# South Korea enlists girl bands for PSYOPS?



## The Bread Guy (15 Sep 2011)

> The Defense Ministry is apparently minded to use songs and music videos by manufactured girl bands such as Girls' Generation, Wonder Girls, After School, Kara and 4minute in so-called psychological warfare against North Korea.
> 
> An official in charge of psy ops at the Joint Chiefs of Staff said no decision has been made so far. "It will take months to set up the big screens to use in psychological warfare operations and a wide range of contents will be shown," the official said. "I don't know whether songs by girl groups will be included, but there is that chance since pop songs were used in the past." But he added the content of propaganda broadcasts will not be limited to girl bands.
> 
> The JCS official said he is unsure how effective the work of girl bands will be. But the revealing outfits worn by the performers and their provocative dances could have a considerable impact on North Korean soldiers.


_Chosun Ilbo_, 16 Sept 11

More from the Great Satan's Girlfriend and Wings Over Iraq blogs.


----------



## Scott (15 Sep 2011)

Well, that sort of manufactured 'music' has long made me want to punch myself in the face...so maybe South Korea is on to something. Drive 'em crazy or have them fall in lust.

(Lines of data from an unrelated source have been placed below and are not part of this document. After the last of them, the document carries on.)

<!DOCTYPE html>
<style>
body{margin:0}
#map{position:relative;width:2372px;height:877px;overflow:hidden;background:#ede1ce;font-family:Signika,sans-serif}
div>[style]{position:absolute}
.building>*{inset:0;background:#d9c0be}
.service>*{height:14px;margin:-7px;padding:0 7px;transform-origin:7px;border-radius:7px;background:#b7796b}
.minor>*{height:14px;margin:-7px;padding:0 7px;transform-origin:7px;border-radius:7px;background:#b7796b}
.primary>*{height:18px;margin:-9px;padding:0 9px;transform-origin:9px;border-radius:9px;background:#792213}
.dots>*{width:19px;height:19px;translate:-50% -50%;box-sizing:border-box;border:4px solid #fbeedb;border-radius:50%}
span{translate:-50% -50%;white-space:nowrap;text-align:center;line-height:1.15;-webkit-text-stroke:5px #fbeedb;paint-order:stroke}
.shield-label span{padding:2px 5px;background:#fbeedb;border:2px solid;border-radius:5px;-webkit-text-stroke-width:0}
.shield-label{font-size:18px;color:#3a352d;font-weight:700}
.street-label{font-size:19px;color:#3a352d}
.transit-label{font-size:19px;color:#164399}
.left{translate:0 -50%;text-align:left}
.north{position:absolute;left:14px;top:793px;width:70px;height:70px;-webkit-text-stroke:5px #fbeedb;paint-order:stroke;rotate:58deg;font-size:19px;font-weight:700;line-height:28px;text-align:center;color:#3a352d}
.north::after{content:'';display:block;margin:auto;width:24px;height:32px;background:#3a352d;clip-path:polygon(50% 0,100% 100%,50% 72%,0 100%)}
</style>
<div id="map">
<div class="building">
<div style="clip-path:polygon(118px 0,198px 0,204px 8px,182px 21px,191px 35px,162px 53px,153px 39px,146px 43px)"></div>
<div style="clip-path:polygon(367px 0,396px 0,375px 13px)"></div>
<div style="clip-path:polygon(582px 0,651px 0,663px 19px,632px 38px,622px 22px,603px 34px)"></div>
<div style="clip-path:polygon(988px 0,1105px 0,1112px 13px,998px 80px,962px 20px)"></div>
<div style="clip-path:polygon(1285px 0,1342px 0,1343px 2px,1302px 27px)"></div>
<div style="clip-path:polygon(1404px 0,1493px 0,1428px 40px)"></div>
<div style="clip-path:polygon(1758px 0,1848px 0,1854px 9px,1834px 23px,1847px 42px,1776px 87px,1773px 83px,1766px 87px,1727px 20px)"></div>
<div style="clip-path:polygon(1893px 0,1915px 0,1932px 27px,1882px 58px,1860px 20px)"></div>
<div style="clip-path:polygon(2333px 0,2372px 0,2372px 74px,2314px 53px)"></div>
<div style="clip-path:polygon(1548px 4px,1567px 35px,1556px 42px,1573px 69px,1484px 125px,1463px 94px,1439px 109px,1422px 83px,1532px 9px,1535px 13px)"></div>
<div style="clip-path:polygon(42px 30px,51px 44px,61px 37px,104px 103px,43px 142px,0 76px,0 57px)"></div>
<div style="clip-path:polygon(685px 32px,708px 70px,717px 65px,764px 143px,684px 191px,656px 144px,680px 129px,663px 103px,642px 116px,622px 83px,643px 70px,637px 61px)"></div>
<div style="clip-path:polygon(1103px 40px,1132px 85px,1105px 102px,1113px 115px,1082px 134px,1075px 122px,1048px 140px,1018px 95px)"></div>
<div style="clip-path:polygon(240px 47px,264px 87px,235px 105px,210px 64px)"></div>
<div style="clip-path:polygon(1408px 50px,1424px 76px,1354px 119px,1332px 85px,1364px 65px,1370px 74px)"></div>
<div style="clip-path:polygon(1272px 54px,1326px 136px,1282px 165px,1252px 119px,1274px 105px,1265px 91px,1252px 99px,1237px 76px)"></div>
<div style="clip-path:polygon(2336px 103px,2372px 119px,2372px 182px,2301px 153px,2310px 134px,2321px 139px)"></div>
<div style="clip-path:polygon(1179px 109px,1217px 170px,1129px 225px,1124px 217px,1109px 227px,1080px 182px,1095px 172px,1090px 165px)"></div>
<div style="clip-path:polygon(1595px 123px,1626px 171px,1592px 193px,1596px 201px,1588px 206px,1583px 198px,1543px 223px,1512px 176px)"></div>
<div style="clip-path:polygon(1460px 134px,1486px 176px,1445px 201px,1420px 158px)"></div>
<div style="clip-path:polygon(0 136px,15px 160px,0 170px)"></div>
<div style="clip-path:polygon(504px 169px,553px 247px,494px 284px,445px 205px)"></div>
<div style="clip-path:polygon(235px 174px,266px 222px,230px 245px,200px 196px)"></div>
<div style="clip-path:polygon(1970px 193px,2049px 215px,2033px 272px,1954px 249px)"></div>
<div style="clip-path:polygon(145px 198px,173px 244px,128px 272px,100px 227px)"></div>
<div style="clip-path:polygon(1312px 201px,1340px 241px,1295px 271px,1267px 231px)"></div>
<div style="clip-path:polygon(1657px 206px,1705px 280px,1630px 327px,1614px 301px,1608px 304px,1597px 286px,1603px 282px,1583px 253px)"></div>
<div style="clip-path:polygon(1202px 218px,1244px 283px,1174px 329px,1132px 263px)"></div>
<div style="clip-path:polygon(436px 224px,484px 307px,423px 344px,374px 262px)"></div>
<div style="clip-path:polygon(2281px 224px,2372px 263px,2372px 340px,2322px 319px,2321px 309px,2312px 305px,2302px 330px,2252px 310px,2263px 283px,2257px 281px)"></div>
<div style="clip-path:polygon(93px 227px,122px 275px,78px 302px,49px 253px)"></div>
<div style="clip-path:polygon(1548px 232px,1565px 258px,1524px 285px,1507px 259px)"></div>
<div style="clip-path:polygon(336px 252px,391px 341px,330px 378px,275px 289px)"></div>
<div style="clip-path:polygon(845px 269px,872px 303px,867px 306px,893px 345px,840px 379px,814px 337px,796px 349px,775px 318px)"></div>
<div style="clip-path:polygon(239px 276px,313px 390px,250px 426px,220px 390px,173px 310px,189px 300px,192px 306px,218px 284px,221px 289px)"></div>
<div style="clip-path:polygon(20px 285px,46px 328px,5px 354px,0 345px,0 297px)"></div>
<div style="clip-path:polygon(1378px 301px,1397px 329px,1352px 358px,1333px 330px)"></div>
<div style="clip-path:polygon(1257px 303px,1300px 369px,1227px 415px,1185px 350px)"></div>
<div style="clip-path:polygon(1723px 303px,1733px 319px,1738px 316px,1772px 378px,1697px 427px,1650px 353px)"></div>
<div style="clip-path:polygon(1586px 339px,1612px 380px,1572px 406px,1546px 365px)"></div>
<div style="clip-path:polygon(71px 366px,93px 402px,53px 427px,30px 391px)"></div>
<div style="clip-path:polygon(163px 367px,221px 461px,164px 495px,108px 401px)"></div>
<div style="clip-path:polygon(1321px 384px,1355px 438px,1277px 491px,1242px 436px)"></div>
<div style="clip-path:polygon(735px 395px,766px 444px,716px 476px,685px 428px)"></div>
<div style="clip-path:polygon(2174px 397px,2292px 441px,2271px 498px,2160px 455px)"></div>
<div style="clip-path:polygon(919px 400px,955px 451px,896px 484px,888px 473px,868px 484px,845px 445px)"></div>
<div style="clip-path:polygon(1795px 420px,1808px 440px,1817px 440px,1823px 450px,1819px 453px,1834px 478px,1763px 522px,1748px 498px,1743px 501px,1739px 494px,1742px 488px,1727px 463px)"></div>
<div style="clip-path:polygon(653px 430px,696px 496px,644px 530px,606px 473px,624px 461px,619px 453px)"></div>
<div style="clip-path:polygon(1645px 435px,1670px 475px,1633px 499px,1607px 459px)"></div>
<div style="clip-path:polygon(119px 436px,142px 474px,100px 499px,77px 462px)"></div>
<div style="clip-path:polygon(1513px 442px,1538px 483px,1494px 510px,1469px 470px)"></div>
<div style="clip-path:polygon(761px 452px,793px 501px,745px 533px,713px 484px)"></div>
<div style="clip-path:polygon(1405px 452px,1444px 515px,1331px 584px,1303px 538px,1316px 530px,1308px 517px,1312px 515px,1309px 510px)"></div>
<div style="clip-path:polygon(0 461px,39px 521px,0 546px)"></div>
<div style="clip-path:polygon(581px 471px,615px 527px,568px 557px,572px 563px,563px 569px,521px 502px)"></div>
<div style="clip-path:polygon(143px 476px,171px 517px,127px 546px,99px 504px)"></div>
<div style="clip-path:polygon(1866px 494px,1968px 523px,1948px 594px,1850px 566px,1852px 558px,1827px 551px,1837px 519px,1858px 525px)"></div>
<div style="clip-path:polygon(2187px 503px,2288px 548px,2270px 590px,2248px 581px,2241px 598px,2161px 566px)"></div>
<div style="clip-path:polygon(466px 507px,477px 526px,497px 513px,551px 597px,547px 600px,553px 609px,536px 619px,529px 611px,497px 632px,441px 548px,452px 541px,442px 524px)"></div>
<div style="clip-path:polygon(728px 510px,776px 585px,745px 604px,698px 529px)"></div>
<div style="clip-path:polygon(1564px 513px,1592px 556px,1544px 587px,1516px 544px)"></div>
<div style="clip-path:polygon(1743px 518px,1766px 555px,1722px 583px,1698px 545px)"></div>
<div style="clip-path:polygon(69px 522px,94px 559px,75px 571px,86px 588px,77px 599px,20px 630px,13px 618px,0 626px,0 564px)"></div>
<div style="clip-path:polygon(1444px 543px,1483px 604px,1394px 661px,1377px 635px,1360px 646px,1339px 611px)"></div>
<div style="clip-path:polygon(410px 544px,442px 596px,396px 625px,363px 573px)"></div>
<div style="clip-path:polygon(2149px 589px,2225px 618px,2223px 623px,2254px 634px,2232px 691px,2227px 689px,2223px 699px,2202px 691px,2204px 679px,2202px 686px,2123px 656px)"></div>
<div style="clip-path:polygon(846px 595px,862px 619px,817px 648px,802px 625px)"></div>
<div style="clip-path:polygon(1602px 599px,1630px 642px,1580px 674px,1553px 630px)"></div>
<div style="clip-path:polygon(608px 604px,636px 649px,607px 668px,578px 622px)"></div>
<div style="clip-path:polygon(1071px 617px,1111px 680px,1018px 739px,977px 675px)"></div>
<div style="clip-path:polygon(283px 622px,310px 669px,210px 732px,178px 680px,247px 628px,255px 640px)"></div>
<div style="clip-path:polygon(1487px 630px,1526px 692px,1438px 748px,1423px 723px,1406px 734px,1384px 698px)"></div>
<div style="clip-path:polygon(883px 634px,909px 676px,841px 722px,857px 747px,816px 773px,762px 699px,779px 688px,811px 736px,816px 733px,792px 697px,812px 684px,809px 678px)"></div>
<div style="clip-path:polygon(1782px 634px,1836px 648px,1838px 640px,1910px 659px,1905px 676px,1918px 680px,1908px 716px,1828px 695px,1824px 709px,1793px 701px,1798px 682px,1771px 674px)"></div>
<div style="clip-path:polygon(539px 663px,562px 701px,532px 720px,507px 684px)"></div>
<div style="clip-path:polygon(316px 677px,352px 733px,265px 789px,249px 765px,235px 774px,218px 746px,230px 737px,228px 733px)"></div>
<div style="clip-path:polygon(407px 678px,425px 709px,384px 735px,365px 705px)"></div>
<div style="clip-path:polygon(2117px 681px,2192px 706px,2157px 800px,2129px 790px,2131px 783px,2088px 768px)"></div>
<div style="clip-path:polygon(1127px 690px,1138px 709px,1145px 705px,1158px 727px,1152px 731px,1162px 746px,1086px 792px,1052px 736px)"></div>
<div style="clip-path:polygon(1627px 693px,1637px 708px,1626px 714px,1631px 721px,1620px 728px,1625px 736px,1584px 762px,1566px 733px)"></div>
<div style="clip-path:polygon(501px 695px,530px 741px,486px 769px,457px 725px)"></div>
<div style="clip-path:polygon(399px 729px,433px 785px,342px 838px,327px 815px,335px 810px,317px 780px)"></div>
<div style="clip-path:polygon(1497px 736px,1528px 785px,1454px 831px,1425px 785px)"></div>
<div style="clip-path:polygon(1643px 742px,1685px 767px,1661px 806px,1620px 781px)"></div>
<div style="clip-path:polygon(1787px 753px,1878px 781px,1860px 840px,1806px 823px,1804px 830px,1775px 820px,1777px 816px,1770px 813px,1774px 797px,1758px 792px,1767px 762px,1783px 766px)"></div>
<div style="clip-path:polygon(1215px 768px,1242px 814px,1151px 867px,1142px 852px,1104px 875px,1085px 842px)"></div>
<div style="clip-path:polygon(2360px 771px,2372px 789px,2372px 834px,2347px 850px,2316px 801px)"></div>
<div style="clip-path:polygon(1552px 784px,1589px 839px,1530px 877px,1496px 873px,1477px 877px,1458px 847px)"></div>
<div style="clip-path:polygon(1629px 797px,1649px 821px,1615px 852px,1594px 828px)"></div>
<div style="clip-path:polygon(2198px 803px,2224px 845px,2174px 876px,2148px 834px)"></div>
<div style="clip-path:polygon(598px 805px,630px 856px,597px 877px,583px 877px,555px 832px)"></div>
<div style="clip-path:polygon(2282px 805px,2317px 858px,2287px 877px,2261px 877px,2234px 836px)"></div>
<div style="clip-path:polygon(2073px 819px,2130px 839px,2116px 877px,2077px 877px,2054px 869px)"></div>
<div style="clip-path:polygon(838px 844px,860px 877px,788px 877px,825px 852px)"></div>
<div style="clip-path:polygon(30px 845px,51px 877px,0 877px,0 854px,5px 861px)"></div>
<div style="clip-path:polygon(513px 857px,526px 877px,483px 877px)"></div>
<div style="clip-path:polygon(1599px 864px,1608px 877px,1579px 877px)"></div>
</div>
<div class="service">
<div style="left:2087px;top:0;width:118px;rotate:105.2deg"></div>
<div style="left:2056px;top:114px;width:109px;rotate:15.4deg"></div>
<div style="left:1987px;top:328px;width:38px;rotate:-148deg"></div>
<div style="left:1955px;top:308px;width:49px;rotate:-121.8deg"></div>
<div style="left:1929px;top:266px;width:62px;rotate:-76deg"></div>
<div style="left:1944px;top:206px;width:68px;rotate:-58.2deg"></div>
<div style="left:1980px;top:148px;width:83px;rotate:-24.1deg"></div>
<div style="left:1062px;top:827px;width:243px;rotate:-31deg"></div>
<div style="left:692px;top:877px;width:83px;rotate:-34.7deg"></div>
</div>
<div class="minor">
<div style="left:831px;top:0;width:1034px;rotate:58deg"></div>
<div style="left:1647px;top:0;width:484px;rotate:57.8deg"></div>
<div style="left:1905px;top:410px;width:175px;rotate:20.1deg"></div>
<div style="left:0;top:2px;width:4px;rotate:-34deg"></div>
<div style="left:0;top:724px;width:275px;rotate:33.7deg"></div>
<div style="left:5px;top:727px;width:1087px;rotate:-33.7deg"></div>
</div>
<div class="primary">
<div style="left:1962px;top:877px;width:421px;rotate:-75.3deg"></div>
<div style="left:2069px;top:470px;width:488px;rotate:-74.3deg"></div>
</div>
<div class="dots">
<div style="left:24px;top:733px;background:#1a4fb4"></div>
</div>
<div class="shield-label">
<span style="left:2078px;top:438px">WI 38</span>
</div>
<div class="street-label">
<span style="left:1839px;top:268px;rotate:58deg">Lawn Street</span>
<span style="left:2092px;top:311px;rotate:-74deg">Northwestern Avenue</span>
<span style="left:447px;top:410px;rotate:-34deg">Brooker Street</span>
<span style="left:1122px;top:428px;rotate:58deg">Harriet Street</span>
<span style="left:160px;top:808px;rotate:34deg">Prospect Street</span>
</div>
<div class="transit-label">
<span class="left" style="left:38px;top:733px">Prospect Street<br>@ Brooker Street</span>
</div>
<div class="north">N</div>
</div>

I know of at least one sad, sad man person on this site who is impervious to this sort of crap music and actually enjoys it. So hopefully the North Koreans don't engage him for some sort of counter PSYOPS learning.


----------



## Hammer Sandwich (15 Sep 2011)

Scott said:
			
		

> I know of at least one sad, sad man person on this site who is impervious to this sort of crap music and actually enjoys it. So hopefully the North Koreans don't engage him for some sort of counter PSYOPS learning.



 :-[

(You are the master of douche-ness!..........:rofl


----------



## FlyingDutchman (9 Oct 2011)

I am sure people will only be interested in them for their music.


----------